> [What is needed] Beginning at the top of the data below, restate every line word for word until the line containing "display:grid; place-content:center; width:91px;" has been included, and omit the pictures.

[Records from a data collection]

..........

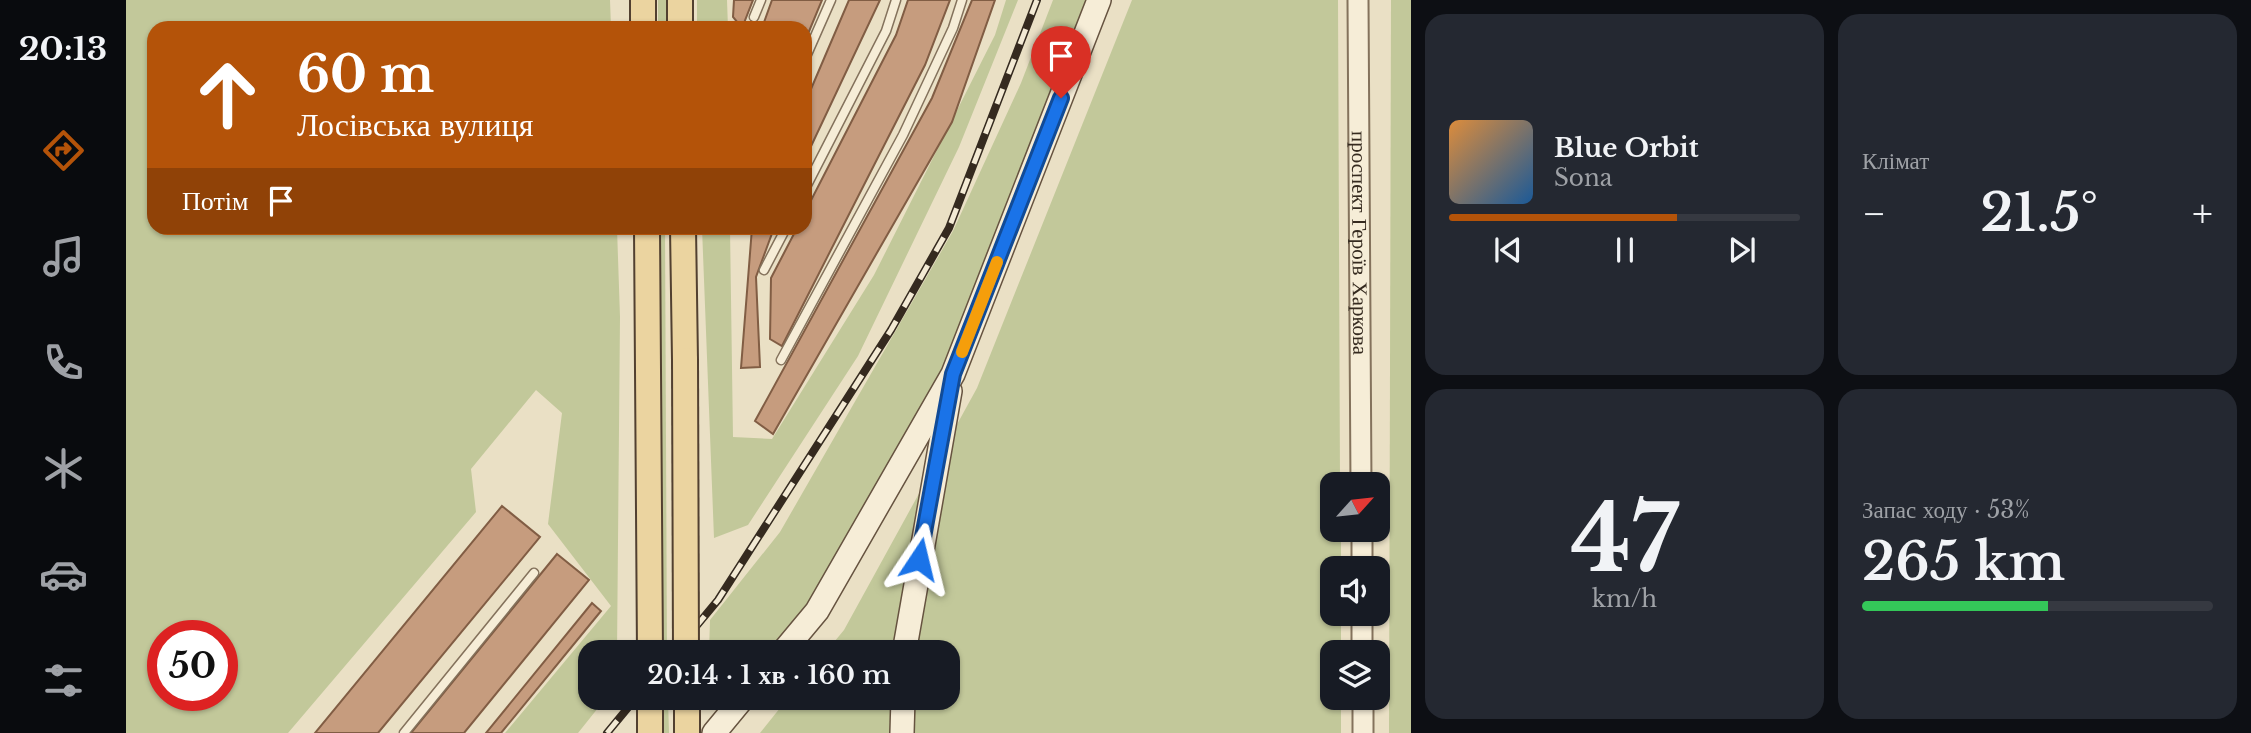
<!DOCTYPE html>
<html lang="uk">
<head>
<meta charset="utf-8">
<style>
  body { margin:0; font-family:"Libre Baskerville",serif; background:#242831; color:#f1f3f6; height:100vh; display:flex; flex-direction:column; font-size:26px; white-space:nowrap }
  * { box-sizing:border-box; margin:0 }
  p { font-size:23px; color:#9ea1a6 }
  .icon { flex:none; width:38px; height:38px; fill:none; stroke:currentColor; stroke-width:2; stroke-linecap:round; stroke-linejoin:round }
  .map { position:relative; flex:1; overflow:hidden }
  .sheet { display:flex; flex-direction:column; gap:14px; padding:14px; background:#0d0f14; width:840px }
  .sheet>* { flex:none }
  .banner { position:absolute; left:21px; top:21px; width:665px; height:214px; border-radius:21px; box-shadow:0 2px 5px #0004; background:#b45309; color:#fff; overflow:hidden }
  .needle { width:46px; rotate:63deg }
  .tools { position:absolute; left:1194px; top:472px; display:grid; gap:14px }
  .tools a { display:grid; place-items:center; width:70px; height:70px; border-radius:14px; background:#171b24; box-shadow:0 2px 5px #0004; font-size:35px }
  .speed { position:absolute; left:21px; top:620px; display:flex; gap:14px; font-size:35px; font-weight:700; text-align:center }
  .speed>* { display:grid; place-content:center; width:91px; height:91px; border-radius:50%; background:#171b24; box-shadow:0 2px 5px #0004; line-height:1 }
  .speed .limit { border:10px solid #d22; background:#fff; color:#111 }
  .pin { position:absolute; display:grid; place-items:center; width:60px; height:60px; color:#fff; margin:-72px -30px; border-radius:50% 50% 50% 0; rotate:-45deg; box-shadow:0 0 7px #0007 }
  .pin .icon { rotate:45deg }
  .me { position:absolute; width:77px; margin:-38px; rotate:10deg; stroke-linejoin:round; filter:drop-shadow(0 0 5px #0008) }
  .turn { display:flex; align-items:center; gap:24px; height:147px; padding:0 35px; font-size:32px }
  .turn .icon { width:91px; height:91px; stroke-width:2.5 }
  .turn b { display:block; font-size:49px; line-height:60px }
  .then { display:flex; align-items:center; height:66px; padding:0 35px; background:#0003; gap:14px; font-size:26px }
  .big { font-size:52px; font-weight:600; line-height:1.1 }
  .sheet .card { flex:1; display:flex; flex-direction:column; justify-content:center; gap:10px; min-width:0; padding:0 24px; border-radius:21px; background:#242831 }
  .sheet .dial { align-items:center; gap:0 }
  .dial b { font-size:91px; line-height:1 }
  .song { display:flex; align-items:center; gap:21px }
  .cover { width:84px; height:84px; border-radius:10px; background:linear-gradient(135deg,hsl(30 70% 55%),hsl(210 70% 35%)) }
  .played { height:7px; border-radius:4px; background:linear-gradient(90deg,#b45309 65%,#363941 65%) }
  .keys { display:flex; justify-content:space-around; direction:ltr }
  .heat { display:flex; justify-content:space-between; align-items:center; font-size:38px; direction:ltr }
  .charge { height:10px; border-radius:5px; background:linear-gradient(90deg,#34c759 53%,#363941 0) }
  .sheet .tiles { flex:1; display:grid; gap:14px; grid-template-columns:repeat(2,1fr) }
  .trip { position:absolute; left:452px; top:640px; width:382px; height:70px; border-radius:21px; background:#171b24; box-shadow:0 2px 5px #0004; font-weight:600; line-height:70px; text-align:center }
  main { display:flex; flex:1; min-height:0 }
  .dock { display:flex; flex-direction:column; width:126px; justify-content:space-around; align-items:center; background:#090b0e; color:#9ea1a6 }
  .dock .icon { width:49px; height:49px }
  .dock .on { color:#b45309 }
  .dock b { font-size:32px; color:#f1f3f6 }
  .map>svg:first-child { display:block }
  .green { fill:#c2c89a; fill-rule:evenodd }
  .building { fill:#c69c7e; stroke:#815d44; stroke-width:2 }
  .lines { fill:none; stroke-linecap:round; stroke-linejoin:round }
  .service-casing { stroke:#84725c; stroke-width:11 }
  .tertiary-casing { stroke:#84725c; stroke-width:23 }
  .secondary-casing { stroke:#665340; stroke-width:26 }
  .primary-casing { stroke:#524030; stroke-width:28 }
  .service { stroke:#f6edd7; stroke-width:8 }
  .tertiary { stroke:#f6edd7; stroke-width:19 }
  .secondary { stroke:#f6edd7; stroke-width:23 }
  .primary { stroke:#ebd4a0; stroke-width:24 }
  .rail-casing { stroke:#352a1f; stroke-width:8 }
  .rail { stroke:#f3ead4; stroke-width:5; stroke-dasharray:16; stroke-linecap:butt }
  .primary-bridge-casing { stroke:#524030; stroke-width:28; stroke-linecap:butt }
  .primary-bridge { stroke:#ebd4a0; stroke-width:24 }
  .route-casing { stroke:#114b97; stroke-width:18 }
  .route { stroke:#1a73e8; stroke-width:12 }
  .slow { stroke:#f59e0b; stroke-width:12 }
  .labels { text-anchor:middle; stroke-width:7; stroke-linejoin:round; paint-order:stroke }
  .street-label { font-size:21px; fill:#352a1f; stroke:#f3ead4 }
</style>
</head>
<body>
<main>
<nav class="dock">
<b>20:13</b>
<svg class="icon on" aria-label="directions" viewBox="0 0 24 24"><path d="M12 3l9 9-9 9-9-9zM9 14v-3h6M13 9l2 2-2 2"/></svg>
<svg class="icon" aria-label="music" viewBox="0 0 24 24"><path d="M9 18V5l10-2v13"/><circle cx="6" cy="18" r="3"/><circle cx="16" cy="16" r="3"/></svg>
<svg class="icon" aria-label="phone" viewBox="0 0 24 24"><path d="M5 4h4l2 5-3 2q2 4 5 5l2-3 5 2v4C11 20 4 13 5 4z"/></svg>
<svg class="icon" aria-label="climate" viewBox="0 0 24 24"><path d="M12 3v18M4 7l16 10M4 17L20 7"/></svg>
<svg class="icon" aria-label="car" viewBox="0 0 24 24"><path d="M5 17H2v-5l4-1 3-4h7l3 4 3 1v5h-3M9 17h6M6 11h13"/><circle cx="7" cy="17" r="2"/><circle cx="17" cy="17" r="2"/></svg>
<svg class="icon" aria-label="filters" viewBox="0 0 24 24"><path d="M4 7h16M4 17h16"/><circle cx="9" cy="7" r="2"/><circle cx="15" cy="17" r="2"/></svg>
</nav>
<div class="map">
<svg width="1285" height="733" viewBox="0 0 1285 733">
  <rect width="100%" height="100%" fill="#eae0c5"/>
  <!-- green -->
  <g class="green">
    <path d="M0 0H484L485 28H28V228H491L494 317 491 653H464V698H480L452 733H379L485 606 422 524 436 413 410 390 345 469 350 512 162 733H0ZM96 635V695H37V635Z"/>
    <rect x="532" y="0" width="8" height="28"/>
    <path d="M571 0H601L602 28H571Z"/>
    <path d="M880 0H892L833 147 732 356 622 525 588 538 576 228H604L607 437 646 439 748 275 869 35Z"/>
    <path d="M927 0H968L786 446 689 600 643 653H583L584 620 654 532 827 231 895 83Z"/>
    <path d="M1006 0H1212L1214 485H1206V530H1215V569H1206V614H1215V653H1206V698H1215V733H634L662 698H821V653H699L718 630 851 388Z"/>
    <path d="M1265 0H1285V733H1263Z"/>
    <path d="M531 228H539L541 653H534Z"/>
    <path d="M535 698H542L543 733H536Z"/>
  </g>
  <!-- building -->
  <g class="building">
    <path d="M608 0H627L616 28 607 17Z"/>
    <path d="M646 0H696L679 41V28H636Z"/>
    <path d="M723 0H754L679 159V103Z"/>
    <path d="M782 0H824L799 65 656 346 644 339 645 278 671 228H679V212L770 35Z"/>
    <path d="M846 0H869L826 122 647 434 629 421 806 98Z"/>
    <path d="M626 228H648L630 277 634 367 615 368Z"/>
    <path d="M376 506 414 537 252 733H189Z"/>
    <path d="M431 554 463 580 338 733H285Z"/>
    <path d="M466 603 475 611 375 733H360Z"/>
  </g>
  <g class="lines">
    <defs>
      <g id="service">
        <path d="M628 17 635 0"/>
        <path d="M679 59 705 0"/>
        <path d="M679 189 760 31 770 0"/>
        <path d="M638 270 660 228"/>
        <path d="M655 360 777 135 827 28 836 0"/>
        <path d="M278 733 408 573"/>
      </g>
      <g id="tertiary">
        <path id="s1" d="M1232 0 1235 485"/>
        <path d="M1236 530V569"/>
        <path d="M1236 614V653"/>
        <path d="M1237 698V733"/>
      </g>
      <g id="secondary">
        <path d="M656 653 691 611 827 374 973 0"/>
        <path d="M778 653 824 391"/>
        <path d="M588 733 617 698"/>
        <path d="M776 733 777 698"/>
      </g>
      <g id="primary">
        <path d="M517 0V28"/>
        <path d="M554 0V28"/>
        <path d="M521 228 524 653"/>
        <path d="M557 228 559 360"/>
        <path d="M524 698V733"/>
        <path d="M561 698V733"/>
      </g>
    </defs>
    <!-- service casing -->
    <use href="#service" class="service-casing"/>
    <!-- tertiary casing -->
    <use href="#tertiary" class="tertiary-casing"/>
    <!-- secondary casing -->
    <use href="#secondary" class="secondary-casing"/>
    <!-- primary casing -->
    <use href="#primary" class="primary-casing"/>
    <!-- service -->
    <use href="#service" class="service"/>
    <!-- tertiary -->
    <use href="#tertiary" class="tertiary"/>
    <!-- secondary -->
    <use href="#secondary" class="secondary"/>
    <!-- primary -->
    <use href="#primary" class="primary"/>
    <defs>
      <g id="rail">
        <path d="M548 653 592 600 765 330 823 228 911 0"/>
        <path d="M481 733 510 698"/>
      </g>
    </defs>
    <!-- rail casing -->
    <use href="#rail" class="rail-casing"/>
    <!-- rail -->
    <use href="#rail" class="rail"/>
    <defs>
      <path id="primary-bridge" d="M559 360 560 653"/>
    </defs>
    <!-- primary-bridge casing -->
    <use href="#primary-bridge" class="primary-bridge-casing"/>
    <!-- primary-bridge -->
    <use href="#primary-bridge" class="primary-bridge"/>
  </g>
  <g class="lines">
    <defs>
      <path id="route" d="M793 559 827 374 935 98"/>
    </defs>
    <!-- route casing -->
    <use href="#route" class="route-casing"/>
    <!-- route -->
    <use href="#route" class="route"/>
    <!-- slow -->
    <path class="slow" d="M836 352 871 262"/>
  </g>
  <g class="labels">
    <!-- street labels -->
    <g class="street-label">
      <text dy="7" stroke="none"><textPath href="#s1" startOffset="243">проспект Героїв Харкова</textPath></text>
    </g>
  </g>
</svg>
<div class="tools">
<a><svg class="needle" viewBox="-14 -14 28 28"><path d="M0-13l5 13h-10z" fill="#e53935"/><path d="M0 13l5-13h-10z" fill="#9ea1a6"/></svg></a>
<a><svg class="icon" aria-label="sound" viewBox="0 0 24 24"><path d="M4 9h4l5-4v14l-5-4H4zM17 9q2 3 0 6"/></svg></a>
<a><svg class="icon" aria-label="layers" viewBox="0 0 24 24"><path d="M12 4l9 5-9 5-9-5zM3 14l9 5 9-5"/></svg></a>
</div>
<div class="speed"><div class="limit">50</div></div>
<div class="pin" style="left:935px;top:98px;background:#d93025"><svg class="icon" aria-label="arrive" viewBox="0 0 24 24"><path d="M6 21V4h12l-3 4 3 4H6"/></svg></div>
<svg class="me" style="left:793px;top:559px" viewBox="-20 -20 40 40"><path d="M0-17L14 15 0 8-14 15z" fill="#1a73e8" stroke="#fff" stroke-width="4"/></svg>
<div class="trip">20:14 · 1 хв · 160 m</div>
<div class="banner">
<div class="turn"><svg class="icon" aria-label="ahead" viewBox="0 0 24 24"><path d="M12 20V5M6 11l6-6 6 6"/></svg><div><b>60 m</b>Лосівська вулиця</div></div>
<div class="then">Потім<svg class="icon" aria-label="arrive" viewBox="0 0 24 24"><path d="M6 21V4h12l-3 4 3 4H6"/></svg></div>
</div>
</div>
<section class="sheet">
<div class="tiles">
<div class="card">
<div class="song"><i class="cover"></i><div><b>Blue Orbit</b><p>Sona</p></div></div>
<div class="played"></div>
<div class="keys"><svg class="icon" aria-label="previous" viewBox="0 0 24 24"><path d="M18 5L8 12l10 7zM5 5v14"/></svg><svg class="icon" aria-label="pause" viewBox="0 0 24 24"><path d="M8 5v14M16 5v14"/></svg><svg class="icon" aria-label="next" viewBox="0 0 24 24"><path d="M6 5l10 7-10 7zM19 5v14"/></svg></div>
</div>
<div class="card"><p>Клімат</p>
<div class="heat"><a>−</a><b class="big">21.5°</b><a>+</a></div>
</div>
<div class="card dial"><b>47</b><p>km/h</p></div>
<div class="card"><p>Запас ходу · 53%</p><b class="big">265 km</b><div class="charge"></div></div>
</div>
</section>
</main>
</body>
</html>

..........

> [Your response]
<!DOCTYPE html>
<html lang="uk">
<head>
<meta charset="utf-8">
<style>
  body { margin:0; font-family:"Libre Baskerville",serif; background:#242831; color:#f1f3f6; height:100vh; display:flex; flex-direction:column; font-size:26px; white-space:nowrap }
  * { box-sizing:border-box; margin:0 }
  p { font-size:23px; color:#9ea1a6 }
  .icon { flex:none; width:38px; height:38px; fill:none; stroke:currentColor; stroke-width:2; stroke-linecap:round; stroke-linejoin:round }
  .map { position:relative; flex:1; overflow:hidden }
  .sheet { display:flex; flex-direction:column; gap:14px; padding:14px; background:#0d0f14; width:840px }
  .sheet>* { flex:none }
  .banner { position:absolute; left:21px; top:21px; width:665px; height:214px; border-radius:21px; box-shadow:0 2px 5px #0004; background:#b45309; color:#fff; overflow:hidden }
  .needle { width:46px; rotate:63deg }
  .tools { position:absolute; left:1194px; top:472px; display:grid; gap:14px }
  .tools a { display:grid; place-items:center; width:70px; height:70px; border-radius:14px; background:#171b24; box-shadow:0 2px 5px #0004; font-size:35px }
  .speed { position:absolute; left:21px; top:620px; display:flex; gap:14px; font-size:35px; font-weight:700; text-align:center }
  .speed>* { display:grid; place-content:center; width:91px; height:91px; border-radius:50%; background:#171b24; box-shadow:0 2px 5px #0004; line-height:1 }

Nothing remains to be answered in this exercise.